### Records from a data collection
.....

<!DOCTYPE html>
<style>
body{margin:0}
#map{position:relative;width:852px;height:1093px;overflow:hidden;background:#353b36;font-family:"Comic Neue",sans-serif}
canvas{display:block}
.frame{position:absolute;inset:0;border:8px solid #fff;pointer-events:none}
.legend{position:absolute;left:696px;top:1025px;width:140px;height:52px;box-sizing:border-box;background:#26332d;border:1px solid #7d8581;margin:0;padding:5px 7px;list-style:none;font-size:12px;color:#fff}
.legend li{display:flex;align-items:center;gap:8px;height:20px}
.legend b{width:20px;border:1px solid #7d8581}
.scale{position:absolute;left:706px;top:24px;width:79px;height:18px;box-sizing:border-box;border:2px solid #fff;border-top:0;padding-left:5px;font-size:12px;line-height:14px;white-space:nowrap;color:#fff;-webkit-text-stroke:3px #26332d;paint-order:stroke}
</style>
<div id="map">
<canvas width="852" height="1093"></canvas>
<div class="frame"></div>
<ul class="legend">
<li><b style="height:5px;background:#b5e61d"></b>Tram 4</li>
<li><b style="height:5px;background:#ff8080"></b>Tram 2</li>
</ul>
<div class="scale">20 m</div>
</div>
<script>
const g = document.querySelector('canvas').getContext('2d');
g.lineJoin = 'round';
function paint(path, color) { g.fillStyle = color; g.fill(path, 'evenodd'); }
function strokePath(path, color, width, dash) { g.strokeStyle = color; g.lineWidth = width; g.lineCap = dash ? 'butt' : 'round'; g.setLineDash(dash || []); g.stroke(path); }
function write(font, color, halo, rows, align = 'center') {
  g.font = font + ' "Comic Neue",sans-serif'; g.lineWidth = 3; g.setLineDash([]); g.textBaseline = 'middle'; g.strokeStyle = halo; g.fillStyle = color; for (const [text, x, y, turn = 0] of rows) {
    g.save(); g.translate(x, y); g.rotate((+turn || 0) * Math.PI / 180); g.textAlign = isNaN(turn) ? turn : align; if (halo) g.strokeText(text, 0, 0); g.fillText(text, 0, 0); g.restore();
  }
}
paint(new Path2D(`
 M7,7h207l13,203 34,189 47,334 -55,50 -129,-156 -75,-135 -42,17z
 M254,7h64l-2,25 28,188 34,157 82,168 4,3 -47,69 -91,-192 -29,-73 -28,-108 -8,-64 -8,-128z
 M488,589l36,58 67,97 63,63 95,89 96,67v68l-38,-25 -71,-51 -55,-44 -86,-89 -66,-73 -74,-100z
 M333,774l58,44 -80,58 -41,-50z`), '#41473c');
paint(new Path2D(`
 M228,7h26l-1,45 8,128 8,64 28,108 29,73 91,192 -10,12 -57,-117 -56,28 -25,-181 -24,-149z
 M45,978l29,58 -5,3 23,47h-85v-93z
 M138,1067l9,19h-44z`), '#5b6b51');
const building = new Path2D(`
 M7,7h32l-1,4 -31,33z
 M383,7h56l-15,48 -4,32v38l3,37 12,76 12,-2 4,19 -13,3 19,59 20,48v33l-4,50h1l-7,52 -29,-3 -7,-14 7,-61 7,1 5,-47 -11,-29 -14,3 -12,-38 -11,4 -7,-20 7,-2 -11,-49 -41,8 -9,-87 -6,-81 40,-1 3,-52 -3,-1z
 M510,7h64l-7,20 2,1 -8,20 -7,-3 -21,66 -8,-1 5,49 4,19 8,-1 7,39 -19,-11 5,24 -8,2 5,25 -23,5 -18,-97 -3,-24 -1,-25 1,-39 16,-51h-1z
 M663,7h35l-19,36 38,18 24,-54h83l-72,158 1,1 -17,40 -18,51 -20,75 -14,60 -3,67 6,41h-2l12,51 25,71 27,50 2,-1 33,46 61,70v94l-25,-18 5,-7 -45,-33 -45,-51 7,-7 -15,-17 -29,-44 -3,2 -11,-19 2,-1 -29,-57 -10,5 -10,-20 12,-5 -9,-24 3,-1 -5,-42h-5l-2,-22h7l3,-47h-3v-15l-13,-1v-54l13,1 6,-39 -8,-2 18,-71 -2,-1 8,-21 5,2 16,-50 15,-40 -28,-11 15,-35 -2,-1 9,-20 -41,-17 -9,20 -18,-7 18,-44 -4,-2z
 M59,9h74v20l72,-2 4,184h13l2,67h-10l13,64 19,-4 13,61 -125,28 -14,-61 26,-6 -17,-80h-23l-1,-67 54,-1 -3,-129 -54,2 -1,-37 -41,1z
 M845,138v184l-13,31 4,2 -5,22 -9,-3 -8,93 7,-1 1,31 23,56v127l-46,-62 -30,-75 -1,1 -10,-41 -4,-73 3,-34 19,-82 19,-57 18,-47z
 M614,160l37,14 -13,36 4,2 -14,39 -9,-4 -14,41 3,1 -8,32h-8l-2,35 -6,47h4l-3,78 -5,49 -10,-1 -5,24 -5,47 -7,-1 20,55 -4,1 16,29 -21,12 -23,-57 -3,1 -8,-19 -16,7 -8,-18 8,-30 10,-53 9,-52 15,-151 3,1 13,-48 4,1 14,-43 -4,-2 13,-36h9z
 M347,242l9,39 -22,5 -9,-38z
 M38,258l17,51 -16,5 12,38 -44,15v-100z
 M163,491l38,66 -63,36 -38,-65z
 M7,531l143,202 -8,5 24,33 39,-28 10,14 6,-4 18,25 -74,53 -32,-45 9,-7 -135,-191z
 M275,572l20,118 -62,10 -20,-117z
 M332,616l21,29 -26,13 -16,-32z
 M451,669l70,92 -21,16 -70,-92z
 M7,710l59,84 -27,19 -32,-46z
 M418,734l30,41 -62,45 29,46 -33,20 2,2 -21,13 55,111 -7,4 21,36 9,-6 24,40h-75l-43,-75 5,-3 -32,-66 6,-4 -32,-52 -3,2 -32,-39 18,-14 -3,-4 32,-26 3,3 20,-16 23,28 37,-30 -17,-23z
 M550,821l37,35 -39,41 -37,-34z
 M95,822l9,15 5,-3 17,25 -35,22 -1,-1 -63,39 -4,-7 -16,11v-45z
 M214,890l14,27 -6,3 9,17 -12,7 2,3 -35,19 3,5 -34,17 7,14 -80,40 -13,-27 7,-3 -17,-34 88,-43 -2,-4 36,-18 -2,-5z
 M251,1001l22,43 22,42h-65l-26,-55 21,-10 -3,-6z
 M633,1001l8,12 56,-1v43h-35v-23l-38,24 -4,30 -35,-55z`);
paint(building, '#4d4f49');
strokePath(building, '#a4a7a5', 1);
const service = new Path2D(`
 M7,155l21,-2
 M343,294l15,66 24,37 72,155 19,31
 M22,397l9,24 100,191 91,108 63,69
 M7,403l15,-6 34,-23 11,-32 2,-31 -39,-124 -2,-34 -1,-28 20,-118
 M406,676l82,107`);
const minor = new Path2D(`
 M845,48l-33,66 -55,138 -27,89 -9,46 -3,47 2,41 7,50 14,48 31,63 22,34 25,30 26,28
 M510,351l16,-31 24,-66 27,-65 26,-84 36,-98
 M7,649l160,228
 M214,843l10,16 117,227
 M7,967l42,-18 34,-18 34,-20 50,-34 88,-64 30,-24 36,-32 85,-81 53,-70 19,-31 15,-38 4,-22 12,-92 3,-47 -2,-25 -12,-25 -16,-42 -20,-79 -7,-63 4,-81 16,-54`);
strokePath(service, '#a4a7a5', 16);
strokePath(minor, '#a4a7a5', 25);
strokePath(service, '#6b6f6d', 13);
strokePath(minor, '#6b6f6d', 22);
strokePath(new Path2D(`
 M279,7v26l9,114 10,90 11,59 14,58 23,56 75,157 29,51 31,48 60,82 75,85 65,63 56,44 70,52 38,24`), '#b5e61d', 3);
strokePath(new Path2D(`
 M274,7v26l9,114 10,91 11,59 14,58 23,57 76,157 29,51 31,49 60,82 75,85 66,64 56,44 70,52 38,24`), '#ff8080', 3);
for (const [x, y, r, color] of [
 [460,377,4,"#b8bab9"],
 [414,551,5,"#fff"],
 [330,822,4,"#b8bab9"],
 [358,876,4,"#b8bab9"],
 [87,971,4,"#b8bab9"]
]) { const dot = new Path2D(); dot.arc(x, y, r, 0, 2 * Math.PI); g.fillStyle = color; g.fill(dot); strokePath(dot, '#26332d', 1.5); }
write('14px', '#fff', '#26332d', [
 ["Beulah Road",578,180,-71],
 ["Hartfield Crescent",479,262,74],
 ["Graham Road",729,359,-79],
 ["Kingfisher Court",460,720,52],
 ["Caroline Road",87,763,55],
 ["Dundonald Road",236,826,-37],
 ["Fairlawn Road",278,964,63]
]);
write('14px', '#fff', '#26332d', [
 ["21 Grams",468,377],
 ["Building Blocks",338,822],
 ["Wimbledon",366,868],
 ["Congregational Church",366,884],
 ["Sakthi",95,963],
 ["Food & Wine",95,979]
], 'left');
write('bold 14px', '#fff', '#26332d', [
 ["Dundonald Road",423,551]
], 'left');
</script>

.....

### Action item
Reply with the number of lines in the preceding entries that contain "Neue", and no other words.

### Solution to the exercise
2